De Minister van Volkshuisvesting, Ruimtelijke Ordening en Milieubeheer,

M. de Boer

Bijlage bij het advies van de Raad van State van 24 november 1997, no. W08.97.0439, met redactionele kanttekeningen die de Raad in overweging geeft.

– In artikel II, onderdeel E, in artikel 25b, «Met het toezicht op het krachtens» vervangen door: Met het toezicht op de naleving van het krachtens.

– In artikel III, onderdeel A, in artikel 5a, aanwijzing 82 van de Aanwijzingen voor de regelgeving (Ar) in acht nemen.

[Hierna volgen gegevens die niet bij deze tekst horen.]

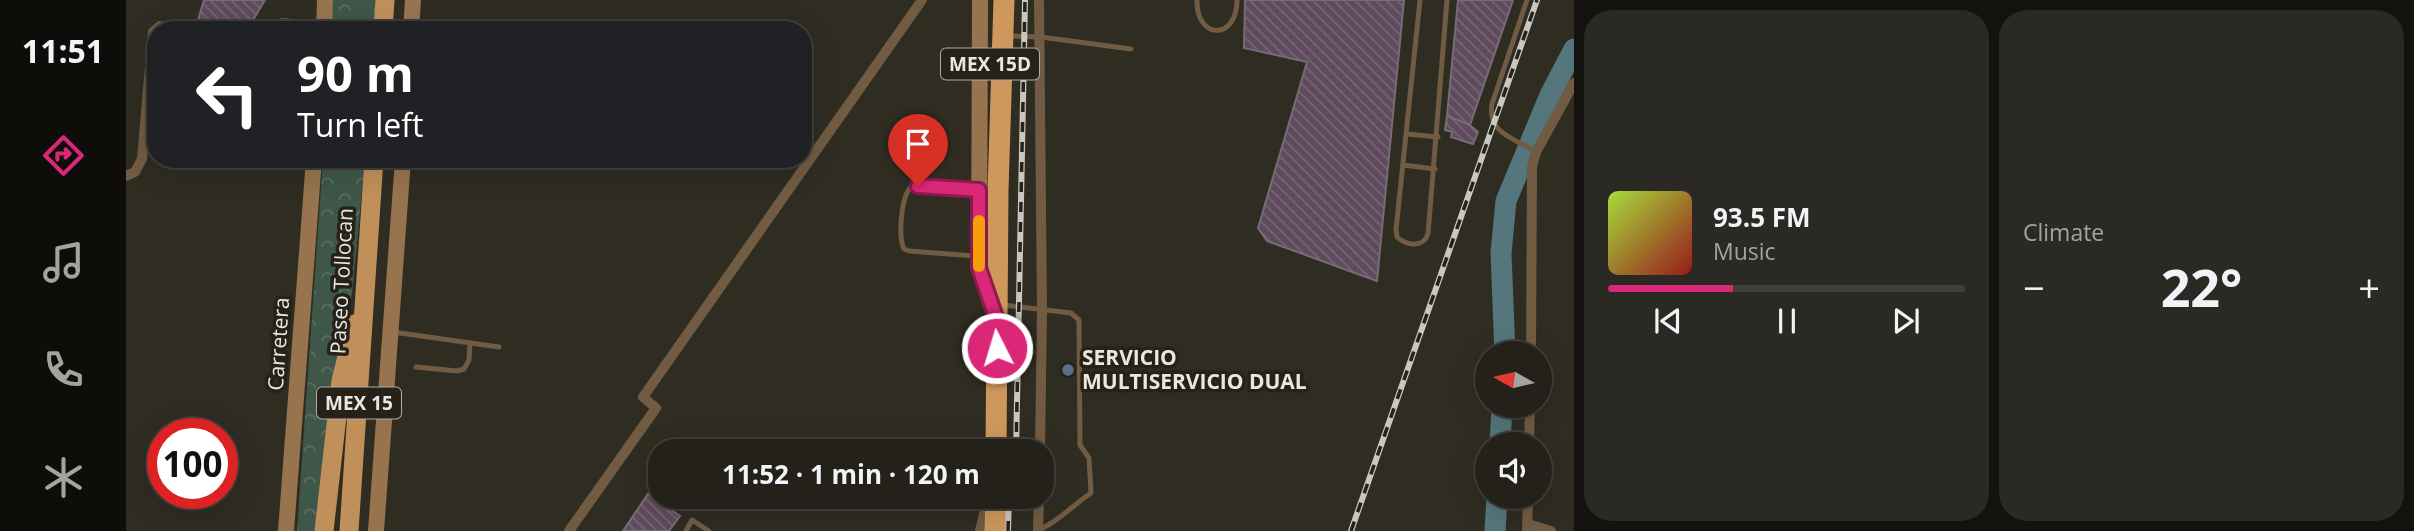 <!DOCTYPE html>
<html lang="en">
<head>
<meta charset="utf-8">
<style>
  body { margin:0; font-family:"Open Sans",sans-serif; background:#2b2923; color:#f1f3f6; height:100vh; display:flex; flex-direction:column; font-size:26px; white-space:nowrap }
  * { box-sizing:border-box; margin:0 }
  p { font-size:23px; color:#a3a3a2 }
  .icon { flex:none; width:38px; height:38px; fill:none; stroke:currentColor; stroke-width:2; stroke-linecap:round; stroke-linejoin:round }
  .map { position:relative; flex:1; overflow:hidden }
  .sheet { display:flex; flex-direction:column; gap:10px; padding:10px; background:#13120e; width:840px }
  .sheet>* { flex:none }
  .guide { position:absolute; left:21px; top:21px; width:665px; height:147px; border-radius:28px; box-shadow:0 7px 28px #0002,0 0 0 2px #403e39; background:#202124; color:#fff; overflow:hidden }
  .needle { width:46px; rotate:278deg }
  .tools { position:absolute; left:1349px; top:341px; display:grid; gap:14px }
  .tools a { display:grid; place-items:center; width:77px; height:77px; border-radius:50%; background:#23211a; box-shadow:0 7px 28px #0002,0 0 0 2px #403e39; font-size:35px }
  .speed { position:absolute; left:21px; top:418px; display:flex; gap:14px; font-size:35px; font-weight:700; text-align:center }
  .speed>* { display:grid; place-content:center; width:91px; height:91px; border-radius:50%; background:#23211a; box-shadow:0 7px 28px #0002,0 0 0 2px #403e39; line-height:1 }
  .speed .limit { border:10px solid #d22; background:#fff; color:#111 }
  .pin { position:absolute; display:grid; place-items:center; width:60px; height:60px; color:#fff; margin:-72px -30px; border-radius:50% 50% 50% 0; rotate:-45deg; box-shadow:0 0 7px #0007 }
  .pin .icon { rotate:45deg }
  .me { position:absolute; width:77px; margin:-38px; rotate:355deg; stroke-linejoin:round; filter:drop-shadow(0 0 5px #0008) }
  .turn { display:flex; align-items:center; gap:24px; height:147px; padding:0 35px; font-size:32px }
  .turn .icon { width:91px; height:91px; stroke-width:2.5 }
  .turn b { display:block; font-size:49px; line-height:60px }
  .big { font-size:52px; font-weight:700; line-height:1.1 }
  .sheet .card { flex:1; display:flex; flex-direction:column; justify-content:center; gap:10px; min-width:0; padding:0 24px; border-radius:28px; background:#2b2923 }
  .song { display:flex; align-items:center; gap:21px }
  .cover { width:84px; height:84px; border-radius:10px; background:linear-gradient(135deg,hsl(80 70% 55%),hsl(0 70% 35%)) }
  .played { height:7px; border-radius:4px; background:linear-gradient(90deg,#db2777 35%,#403e39 35%) }
  .keys { display:flex; justify-content:space-around; direction:ltr }
  .heat { display:flex; justify-content:space-between; align-items:center; font-size:38px; direction:ltr }
  .sheet .tiles { flex:1; display:grid; gap:10px; grid-template-columns:repeat(2,1fr) }
  .trip { position:absolute; left:522px; top:439px; width:406px; height:70px; border-radius:28px; background:#23211a; box-shadow:0 7px 28px #0002,0 0 0 2px #403e39; font-weight:700; line-height:70px; text-align:center }
  main { display:flex; flex:1; min-height:0 }
  .dock { display:flex; flex-direction:column; width:126px; justify-content:space-around; align-items:center; background:#0e0d0a; color:#a3a3a2 }
  .dock .icon { width:49px; height:49px }
  .dock .current { color:#db2777 }
  .dock b { font-size:32px; color:#f1f3f6 }
  .map>svg:first-child { display:block }
</style>
</head>
<body>
<main>
<nav class="dock">
<b>11:51</b>
<svg class="icon current" aria-label="directions" viewBox="0 0 24 24"><path d="M12 3l9 9-9 9-9-9zM9 14v-3h6M13 9l2 2-2 2"/></svg>
<svg class="icon" aria-label="music" viewBox="0 0 24 24"><path d="M9 18V5l10-2v13"/><circle cx="6" cy="18" r="3"/><circle cx="16" cy="16" r="3"/></svg>
<svg class="icon" aria-label="phone" viewBox="0 0 24 24"><path d="M5 4h4l2 5-3 2q2 4 5 5l2-3 5 2v4C11 20 4 13 5 4z"/></svg>
<svg class="icon" aria-label="climate" viewBox="0 0 24 24"><path d="M12 3v18M4 7l16 10M4 17L20 7"/></svg>
</nav>
<div class="map">
<svg width="1448" height="531" viewBox="0 0 1448 531">
  <defs>
    <pattern id="park-crowns" width="20" height="18" patternUnits="userSpaceOnUse" patternTransform="scale(1.75)"><rect width="20" height="18" fill="#3e5748"/><path d="M2 6a3 3 0 1 1 6 0M12 15a3 3 0 1 1 6 0" fill="none" stroke="#5a6f62"/></pattern>
    <pattern id="building-back-hatch" width="6" height="6" patternUnits="userSpaceOnUse" patternTransform="scale(1.75)"><rect width="6" height="6" fill="#604a5d"/><path d="M-1 5l2 2M0 0l6 6M5-1l2 2" fill="none" stroke="#776474"/></pattern>
  </defs>
  <rect width="100%" height="100%" fill="#2f2c22"/>
  <g fill="url(#park-crowns)">
    <polygon points="207,0 254,0 251,30 205,30"/>
    <polygon points="197,159 239,159 227,285 194,531 171,531"/>
  </g>
  <g fill="none" stroke-linecap="round" stroke-linejoin="round">
    <g stroke="#54767c" stroke-width="21">
      <polyline points="1379,354 1375,253 1380,201 1424,95 1448,49"/>
      <polyline points="1374,444 1376,406"/>
      <polyline points="1369,531 1371,497"/>
    </g>
  </g>
  <g fill="url(#building-back-hatch)" stroke="#766c75" stroke-width="2">
    <polygon points="78,0 139,0 127,20 111,30 97,30 97,28 72,20"/>
    <polygon points="1119,0 1278,0 1251,281 1141,241 1132,228 1181,62 1118,48"/>
    <polygon points="1332,0 1387,0 1344,125 1321,116"/>
    <polygon points="1321,116 1344,125 1352,132 1347,144 1325,137 1326,132 1319,130"/>
    <polygon points="522,494 554,516 543,531 497,531"/>
  </g>
  <g fill="none" stroke-linecap="round" stroke-linejoin="round">
    <g stroke="#715b43" stroke-width="5">
      <path d="M1071,0C1070,40 1111,41 1111,0"/>
      <path d="M1294,0L1270,230L1271,237C1281,246 1297,248 1302,234L1321,0"/>
      <path d="M1401,0L1366,104C1361,134 1389,138 1410,152"/>
      <polyline points="883,36 915,37 1005,49"/>
      <polyline points="1281,134 1312,137"/>
      <polyline points="1277,165 1309,169"/>
      <path d="M849,256L783,251L778,249C772,236 775,197 785,187L852,190"/>
      <path d="M878,305L945,313L953,320L954,445L963,458L965,493C947,505 933,521 913,530"/>
      <polyline points="267,332 373,347"/>
      <polyline points="290,367 331,371 338,369 343,360 344,343"/>
      <polyline points="560,531 566,520 583,531"/>
    </g>
    <g stroke="#715b43" stroke-width="10">
      <polyline points="913,0 916,310 914,452"/>
      <polyline points="142,30 156,23 198,27"/>
      <polyline points="0,176 9,172 16,159 27,32 34,26 51,30"/>
      <polyline points="1405,354 1406,167 1410,152 1448,83"/>
      <polyline points="1403,444 1404,406"/>
      <polyline points="1402,524 1425,531"/>
      <polyline points="443,531 530,408 517,397 796,0"/>
      <polyline points="912,531 913,497"/>
      <polyline points="1401,531 1402,497"/>
    </g>
    <polyline stroke="#715b43" stroke-width="14" points="856,531 863,502"/>
    <g stroke="#97744e" stroke-width="16">
      <polyline points="854,0 853,268 867,311"/>
      <polyline points="198,30 199,0"/>
      <polyline points="285,30 287,0"/>
      <polyline points="160,531 188,159"/>
      <polyline points="250,531 277,159"/>
    </g>
    <g stroke="#c1905a" stroke-width="19">
      <polyline points="257,30 259,0"/>
      <polyline points="198,531 215,381 229,324"/>
      <polyline points="223,531 248,159"/>
    </g>
    <g stroke="#ce985d" stroke-width="21">
      <polyline points="870,452 872,191 878,0"/>
      <polyline points="869,531 870,497"/>
    </g>
    <g stroke="#c9c7bf" stroke-width="6">
      <g id="rail">
        <polyline points="890,452 899,0"/>
        <polyline points="882,531 883,497"/>
        <polyline points="1225,531 1411,0"/>
      </g>
    </g>
    <use href="#rail" stroke="#262219" stroke-width="3.5" stroke-dasharray="10" stroke-linecap="butt"/>
  </g>
  <g fill="none" stroke-linecap="round" stroke-linejoin="round">
    <g stroke="#8e194d" stroke-width="18">
      <polyline id="route" points="792,186 853,190 853,268 872,323 871,348"/>
    </g>
    <use href="#route" stroke="#db2777" stroke-width="12"/>
    <polyline stroke="#f59e0b" stroke-width="12" points="853,266 853,221"/>
  </g>
  <circle fill="#5c6f8a" stroke="#262219" stroke-width="2.5" cx="942" cy="370" r="7"/>
  <g text-anchor="middle" stroke-width="7" stroke-linejoin="round" paint-order="stroke">
    <g fill="#262219" stroke="#aeaca4" stroke-width="2">
      <rect x="815" y="48.5" width="98" height="31" rx="5"/>
      <rect x="191" y="387.5" width="84" height="31" rx="5"/>
    </g>
    <g font-size="19" font-weight="bold" fill="#e9e7e0">
      <text x="864" y="71">MEX 15D</text>
      <text x="233" y="410">MEX 15</text>
    </g>
    <g font-size="21" fill="#e9e7e0" stroke="#262219">
      <text transform="translate(216 281) rotate(-87)" y="7">Paseo Tollocan</text>
      <text transform="translate(153 344) rotate(-86)" y="7">Carretera</text>
    </g>
    <g font-size="21" font-weight="bold" fill="#e9e7e0" stroke="#262219" text-anchor="start">
      <text x="956" y="365">SERVICIO<tspan x="956" dy="24">MULTISERVICIO DUAL</tspan></text>
    </g>
  </g>
</svg>
<div class="tools">
<a><svg class="needle" viewBox="-14 -14 28 28"><path d="M0-13l5 13h-10z" fill="#e53935"/><path d="M0 13l5-13h-10z" fill="#a3a3a2"/></svg></a>
<a><svg class="icon" aria-label="sound" viewBox="0 0 24 24"><path d="M4 9h4l5-4v14l-5-4H4zM17 9q2 3 0 6"/></svg></a>
</div>
<div class="speed"><div class="limit">100</div></div>
<div class="pin" style="left:792px;top:186px;background:#d93025"><svg class="icon" aria-label="arrive" viewBox="0 0 24 24"><path d="M6 21V4h12l-3 4 3 4H6"/></svg></div>
<svg class="me" style="left:871px;top:348px" viewBox="-20 -20 40 40"><circle r="17" fill="#db2777" stroke="#fff" stroke-width="3"/><path d="M0-11L8 9 0 5-8 9z" fill="#fff"/></svg>
<div class="trip">11:52 · 1 min · 120 m</div>
<div class="guide">
<div class="turn"><svg class="icon" aria-label="left" viewBox="0 0 24 24"><path d="M17 20v-9H6M10 6l-5 5 5 5"/></svg><div><b>90 m</b>Turn left</div></div>
</div>
</div>
<section class="sheet">
<div class="tiles">
<div class="card">
<div class="song"><i class="cover"></i><div><b>93.5 FM</b><p>Music</p></div></div>
<div class="played"></div>
<div class="keys"><svg class="icon" aria-label="previous" viewBox="0 0 24 24"><path d="M18 5L8 12l10 7zM5 5v14"/></svg><svg class="icon" aria-label="pause" viewBox="0 0 24 24"><path d="M8 5v14M16 5v14"/></svg><svg class="icon" aria-label="next" viewBox="0 0 24 24"><path d="M6 5l10 7-10 7zM19 5v14"/></svg></div>
</div>
<div class="card"><p>Climate</p>
<div class="heat"><a>−</a><b class="big">22°</b><a>+</a></div>
</div>
</div>
</section>
</main>
</body>
</html>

– In artikel IV, onderdeel B, «artikel 2c, eerste en tweede lid» vervangen door: artikel 2c, eerste en derde lid.

– In de inleiding van de memorie van toelichting de daar genoemde richtlijnen aanhalen overeenkomstig het model van aanwijzing 89 Ar.

– In de toelichting op artikel I, eerste alinea, «Artikel 19 van de Wet milieubeheer» vervangen door: Artikel 19.3 van de Wet milieubeheer.

– In de toelichting op artikel II, onderdeel E, tweede alinea, laatste volzin, aangeven dat de daar genoemde verplichting zal worden gebaseerd op artikel 5 van de Arbeidsomstandighedenwet.

– In de toelichting op artikel IV, «krachtens artikel 2c, tweede lid» vervangen door: krachtens artikel 2c, derde lid.

– In de toelichting op artikel IV, «artikel 26 te wijzigen» vervangen door: artikel 26 van de Wet rampen en zware ongevallen te wijzigen.

– In de toelichting op artikel V, «de niet-openbaarheid op een later tijdstip» vervangen door: de openbaarheid op een later tijdstip.

– In de transponeringstabel bij de artikelen 8, tweede lid, onderdeel b, 11, eerste lid, onderdeel b, en 18, derde lid, «op grond van 2c, tweede lid, Wr» vervangen door: op grond van 2c, derde lid, Wr. Tevens bij artikel 14, eerste lid, onderdeel a, b en c en onderdeel d, «op grond van 2c, tweede lid» vervangen door: op grond van 2c, derde lid.


XNoot
1

De tekst van het voorstel van wet en van de memorie van toelichting zoals voorge- legd aan de Raad van State is ter inzage gelegd bij de afdeling Parlementaire Documentatie.